### Task statement
Which lines hold the string "space"? Copy each of them from the material below.

### Available data
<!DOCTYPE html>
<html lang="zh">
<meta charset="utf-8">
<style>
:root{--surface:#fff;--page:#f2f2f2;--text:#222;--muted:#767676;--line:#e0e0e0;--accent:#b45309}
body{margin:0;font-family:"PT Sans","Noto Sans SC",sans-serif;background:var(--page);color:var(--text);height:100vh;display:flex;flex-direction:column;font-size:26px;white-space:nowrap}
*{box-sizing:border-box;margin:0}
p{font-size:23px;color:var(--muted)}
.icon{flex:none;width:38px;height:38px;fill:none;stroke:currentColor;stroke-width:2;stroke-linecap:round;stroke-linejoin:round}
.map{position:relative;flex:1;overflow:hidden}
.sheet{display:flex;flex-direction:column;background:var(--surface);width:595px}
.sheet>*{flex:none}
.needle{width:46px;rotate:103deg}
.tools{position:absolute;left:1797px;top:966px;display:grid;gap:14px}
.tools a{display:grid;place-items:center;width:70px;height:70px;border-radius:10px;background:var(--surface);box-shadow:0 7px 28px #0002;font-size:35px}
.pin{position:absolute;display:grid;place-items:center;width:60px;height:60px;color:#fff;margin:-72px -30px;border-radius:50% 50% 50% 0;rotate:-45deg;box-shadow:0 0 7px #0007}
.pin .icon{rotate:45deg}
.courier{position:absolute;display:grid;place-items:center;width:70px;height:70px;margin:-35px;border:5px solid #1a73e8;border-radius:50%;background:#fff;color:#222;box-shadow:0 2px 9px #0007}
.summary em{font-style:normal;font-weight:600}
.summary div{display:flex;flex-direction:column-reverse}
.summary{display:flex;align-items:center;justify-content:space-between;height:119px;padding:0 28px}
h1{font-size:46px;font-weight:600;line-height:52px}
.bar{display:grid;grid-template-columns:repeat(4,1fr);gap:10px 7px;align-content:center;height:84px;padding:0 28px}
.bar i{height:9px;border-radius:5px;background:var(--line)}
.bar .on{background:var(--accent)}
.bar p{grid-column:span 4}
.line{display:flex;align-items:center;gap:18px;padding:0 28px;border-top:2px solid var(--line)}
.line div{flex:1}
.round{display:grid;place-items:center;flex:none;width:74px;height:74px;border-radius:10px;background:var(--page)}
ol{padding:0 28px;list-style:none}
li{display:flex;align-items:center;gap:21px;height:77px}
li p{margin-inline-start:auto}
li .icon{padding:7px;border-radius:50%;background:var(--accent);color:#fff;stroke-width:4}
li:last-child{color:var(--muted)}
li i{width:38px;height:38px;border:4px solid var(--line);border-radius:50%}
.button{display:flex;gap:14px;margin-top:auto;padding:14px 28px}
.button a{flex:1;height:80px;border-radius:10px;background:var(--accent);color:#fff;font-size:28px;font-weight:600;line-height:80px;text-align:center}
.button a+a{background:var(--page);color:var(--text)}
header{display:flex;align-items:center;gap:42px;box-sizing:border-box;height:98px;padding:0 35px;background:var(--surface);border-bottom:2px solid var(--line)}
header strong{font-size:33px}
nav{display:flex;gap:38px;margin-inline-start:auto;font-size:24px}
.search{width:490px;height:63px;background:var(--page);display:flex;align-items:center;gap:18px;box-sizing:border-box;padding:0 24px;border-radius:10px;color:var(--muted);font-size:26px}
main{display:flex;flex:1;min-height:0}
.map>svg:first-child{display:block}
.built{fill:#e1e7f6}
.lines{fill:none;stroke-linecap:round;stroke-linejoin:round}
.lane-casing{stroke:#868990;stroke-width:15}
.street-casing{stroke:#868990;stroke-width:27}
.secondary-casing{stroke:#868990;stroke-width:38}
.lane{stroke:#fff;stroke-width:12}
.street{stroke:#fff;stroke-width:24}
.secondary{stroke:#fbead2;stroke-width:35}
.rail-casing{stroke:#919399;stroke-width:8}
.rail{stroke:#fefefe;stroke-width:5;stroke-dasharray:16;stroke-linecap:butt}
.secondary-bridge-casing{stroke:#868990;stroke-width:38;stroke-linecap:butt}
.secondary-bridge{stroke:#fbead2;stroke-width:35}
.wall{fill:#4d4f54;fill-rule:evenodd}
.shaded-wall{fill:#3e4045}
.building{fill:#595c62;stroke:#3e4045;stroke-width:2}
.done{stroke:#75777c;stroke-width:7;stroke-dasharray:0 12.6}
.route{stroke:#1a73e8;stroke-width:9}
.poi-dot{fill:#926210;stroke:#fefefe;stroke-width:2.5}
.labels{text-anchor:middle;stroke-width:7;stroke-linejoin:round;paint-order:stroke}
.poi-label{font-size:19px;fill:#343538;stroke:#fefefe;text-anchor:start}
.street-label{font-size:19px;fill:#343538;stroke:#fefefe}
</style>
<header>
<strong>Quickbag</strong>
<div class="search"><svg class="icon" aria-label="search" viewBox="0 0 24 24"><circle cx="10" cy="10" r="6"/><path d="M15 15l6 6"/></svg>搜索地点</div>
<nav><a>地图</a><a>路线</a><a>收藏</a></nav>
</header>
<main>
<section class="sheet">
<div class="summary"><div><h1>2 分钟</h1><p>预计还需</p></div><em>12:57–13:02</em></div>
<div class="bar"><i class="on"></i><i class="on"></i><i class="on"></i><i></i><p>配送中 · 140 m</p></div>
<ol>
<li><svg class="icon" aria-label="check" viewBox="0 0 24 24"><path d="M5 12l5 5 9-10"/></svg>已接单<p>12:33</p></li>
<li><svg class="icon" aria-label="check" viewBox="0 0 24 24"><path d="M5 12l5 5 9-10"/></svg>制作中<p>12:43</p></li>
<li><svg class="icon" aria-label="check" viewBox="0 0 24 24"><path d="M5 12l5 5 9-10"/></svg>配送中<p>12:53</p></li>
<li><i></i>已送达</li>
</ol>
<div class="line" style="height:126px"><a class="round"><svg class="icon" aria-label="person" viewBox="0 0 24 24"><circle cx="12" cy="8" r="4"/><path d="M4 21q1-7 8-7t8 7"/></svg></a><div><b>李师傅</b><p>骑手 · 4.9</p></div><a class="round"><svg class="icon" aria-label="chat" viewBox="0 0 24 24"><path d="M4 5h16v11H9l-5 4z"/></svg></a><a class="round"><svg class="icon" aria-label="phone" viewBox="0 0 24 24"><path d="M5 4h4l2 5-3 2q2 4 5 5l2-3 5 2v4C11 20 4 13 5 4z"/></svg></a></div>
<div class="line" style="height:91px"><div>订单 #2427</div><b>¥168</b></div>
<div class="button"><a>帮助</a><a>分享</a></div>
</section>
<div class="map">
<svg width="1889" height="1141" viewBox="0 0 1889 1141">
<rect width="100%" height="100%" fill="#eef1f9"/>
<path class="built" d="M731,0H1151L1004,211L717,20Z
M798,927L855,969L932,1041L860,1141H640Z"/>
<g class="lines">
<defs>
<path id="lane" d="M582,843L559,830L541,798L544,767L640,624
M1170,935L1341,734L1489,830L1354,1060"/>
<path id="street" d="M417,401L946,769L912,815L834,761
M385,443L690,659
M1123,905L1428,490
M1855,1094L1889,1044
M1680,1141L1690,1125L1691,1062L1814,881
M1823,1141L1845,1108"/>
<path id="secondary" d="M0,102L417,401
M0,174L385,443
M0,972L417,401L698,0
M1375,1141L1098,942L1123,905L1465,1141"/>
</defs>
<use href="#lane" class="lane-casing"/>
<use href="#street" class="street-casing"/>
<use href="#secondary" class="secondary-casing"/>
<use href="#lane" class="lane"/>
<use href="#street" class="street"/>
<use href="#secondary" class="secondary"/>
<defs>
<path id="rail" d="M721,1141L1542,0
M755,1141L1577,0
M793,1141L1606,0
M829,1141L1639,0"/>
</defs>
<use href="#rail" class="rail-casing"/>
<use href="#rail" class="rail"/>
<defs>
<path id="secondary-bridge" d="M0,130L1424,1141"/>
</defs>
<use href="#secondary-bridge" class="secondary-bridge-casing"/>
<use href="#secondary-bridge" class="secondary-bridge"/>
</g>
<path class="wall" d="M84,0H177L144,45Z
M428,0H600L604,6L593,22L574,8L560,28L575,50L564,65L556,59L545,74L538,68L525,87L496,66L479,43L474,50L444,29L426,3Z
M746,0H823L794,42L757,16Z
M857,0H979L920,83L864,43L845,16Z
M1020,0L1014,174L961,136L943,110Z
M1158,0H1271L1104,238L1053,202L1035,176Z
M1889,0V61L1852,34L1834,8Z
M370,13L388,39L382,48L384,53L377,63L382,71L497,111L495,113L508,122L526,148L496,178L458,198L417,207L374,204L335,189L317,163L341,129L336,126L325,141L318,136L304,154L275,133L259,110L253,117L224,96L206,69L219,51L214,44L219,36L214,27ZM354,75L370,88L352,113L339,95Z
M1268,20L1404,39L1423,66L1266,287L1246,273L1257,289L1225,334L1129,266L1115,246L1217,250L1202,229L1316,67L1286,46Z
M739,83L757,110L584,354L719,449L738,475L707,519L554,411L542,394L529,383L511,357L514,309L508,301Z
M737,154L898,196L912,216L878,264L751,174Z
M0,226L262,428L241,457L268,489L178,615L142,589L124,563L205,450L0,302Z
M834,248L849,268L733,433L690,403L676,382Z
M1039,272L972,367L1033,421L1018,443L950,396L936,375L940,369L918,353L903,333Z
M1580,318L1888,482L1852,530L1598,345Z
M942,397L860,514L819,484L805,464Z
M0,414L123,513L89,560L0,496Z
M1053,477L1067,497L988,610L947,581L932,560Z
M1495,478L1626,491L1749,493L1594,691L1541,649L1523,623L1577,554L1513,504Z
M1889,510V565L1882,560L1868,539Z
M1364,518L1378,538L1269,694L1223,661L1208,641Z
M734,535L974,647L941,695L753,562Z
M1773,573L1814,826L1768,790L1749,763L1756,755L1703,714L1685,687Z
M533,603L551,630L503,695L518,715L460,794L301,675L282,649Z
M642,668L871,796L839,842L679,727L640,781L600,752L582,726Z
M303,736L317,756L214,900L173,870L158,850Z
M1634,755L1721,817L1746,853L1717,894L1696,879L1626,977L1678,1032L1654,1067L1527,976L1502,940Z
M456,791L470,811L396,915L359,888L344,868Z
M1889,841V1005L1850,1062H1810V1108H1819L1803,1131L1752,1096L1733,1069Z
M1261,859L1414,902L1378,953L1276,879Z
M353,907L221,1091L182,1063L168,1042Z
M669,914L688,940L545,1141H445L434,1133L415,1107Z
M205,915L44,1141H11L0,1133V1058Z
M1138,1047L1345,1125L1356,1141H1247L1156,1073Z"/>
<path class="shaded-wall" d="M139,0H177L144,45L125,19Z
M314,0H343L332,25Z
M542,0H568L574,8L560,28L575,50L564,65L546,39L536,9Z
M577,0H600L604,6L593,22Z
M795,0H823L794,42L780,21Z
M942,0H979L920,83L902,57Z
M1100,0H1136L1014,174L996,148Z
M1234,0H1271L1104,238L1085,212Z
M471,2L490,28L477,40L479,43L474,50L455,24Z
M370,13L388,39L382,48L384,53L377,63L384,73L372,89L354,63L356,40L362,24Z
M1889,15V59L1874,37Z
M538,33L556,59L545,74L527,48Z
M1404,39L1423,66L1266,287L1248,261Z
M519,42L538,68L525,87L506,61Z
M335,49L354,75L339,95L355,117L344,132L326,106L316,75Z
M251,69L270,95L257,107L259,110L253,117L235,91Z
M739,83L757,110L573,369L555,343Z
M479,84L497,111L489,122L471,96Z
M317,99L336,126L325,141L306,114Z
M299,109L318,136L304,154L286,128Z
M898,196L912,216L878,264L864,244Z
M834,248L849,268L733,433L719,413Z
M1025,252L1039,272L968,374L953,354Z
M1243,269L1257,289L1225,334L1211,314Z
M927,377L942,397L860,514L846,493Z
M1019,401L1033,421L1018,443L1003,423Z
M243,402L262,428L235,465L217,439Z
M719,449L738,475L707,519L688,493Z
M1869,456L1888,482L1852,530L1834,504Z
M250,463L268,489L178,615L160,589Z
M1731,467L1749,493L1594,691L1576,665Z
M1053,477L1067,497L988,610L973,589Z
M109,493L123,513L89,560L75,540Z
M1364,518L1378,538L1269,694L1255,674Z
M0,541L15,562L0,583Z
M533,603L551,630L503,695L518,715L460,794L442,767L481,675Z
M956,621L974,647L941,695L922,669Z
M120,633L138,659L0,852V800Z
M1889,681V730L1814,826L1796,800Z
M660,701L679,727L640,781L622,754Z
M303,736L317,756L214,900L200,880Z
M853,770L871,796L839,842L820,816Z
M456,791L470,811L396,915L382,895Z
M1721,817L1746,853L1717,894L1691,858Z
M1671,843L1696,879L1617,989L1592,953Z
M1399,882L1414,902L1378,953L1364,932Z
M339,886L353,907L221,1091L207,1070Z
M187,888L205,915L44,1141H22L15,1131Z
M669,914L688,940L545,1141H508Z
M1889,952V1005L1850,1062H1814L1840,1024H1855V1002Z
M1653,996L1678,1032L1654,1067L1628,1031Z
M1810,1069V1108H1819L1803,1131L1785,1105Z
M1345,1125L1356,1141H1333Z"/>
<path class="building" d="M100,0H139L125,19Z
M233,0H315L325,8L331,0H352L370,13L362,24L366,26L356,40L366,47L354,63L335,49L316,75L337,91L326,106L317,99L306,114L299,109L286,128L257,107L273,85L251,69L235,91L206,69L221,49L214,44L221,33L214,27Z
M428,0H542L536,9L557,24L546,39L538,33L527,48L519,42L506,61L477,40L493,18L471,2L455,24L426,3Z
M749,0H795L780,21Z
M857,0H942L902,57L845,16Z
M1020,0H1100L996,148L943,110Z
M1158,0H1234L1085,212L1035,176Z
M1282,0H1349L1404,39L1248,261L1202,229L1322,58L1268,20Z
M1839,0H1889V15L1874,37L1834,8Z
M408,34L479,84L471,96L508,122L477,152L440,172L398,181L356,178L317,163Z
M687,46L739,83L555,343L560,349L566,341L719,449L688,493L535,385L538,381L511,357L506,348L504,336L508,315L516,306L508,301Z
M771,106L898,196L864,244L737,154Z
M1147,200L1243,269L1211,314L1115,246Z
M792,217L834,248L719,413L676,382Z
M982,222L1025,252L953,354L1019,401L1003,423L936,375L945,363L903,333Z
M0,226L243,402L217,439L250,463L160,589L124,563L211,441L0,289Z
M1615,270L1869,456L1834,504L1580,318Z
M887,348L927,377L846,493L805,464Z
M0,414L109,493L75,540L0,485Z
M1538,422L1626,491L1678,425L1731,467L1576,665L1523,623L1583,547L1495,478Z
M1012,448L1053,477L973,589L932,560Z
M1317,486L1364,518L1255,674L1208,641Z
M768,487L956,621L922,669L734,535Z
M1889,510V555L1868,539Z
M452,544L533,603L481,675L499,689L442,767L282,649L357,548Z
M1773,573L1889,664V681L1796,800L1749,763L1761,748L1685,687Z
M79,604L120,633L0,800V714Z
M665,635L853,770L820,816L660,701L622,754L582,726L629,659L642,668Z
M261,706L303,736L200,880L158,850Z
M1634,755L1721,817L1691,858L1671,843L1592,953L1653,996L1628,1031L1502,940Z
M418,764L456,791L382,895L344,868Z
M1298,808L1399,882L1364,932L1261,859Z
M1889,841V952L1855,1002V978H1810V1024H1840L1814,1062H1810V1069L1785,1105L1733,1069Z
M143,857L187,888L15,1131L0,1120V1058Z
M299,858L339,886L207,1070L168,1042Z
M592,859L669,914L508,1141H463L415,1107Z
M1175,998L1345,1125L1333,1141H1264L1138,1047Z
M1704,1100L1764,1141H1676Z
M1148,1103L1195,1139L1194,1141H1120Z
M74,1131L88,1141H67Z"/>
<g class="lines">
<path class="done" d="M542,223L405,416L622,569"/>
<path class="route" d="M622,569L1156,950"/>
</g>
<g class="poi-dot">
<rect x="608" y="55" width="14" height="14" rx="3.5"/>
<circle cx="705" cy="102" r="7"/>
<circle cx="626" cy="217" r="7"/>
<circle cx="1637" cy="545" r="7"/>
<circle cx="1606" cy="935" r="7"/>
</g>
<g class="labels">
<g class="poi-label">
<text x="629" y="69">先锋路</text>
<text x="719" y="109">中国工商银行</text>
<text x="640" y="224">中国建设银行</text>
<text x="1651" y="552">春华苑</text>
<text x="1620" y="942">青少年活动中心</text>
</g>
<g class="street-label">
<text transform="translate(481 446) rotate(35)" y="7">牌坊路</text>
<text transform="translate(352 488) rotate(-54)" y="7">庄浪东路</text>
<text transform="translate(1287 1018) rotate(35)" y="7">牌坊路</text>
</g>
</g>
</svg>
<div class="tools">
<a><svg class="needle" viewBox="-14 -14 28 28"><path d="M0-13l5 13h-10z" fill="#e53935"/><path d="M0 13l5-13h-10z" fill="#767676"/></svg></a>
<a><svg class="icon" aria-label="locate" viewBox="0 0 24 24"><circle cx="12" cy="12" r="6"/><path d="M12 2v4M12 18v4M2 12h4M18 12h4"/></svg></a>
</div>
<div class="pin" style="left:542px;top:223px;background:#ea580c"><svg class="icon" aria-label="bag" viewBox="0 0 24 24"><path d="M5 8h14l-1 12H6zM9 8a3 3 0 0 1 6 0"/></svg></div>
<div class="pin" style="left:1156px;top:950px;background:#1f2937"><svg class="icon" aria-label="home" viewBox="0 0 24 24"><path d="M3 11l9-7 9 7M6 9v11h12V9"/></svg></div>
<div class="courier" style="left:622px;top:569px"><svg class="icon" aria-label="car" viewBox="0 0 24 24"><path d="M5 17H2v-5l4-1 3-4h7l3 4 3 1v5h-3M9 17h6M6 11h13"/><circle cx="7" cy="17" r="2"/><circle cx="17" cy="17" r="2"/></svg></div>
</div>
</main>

### Solution to this problem
body{margin:0;font-family:"PT Sans","Noto Sans SC",sans-serif;background:var(--page);color:var(--text);height:100vh;display:flex;flex-direction:column;font-size:26px;white-space:nowrap}
.summary{display:flex;align-items:center;justify-content:space-between;height:119px;padding:0 28px}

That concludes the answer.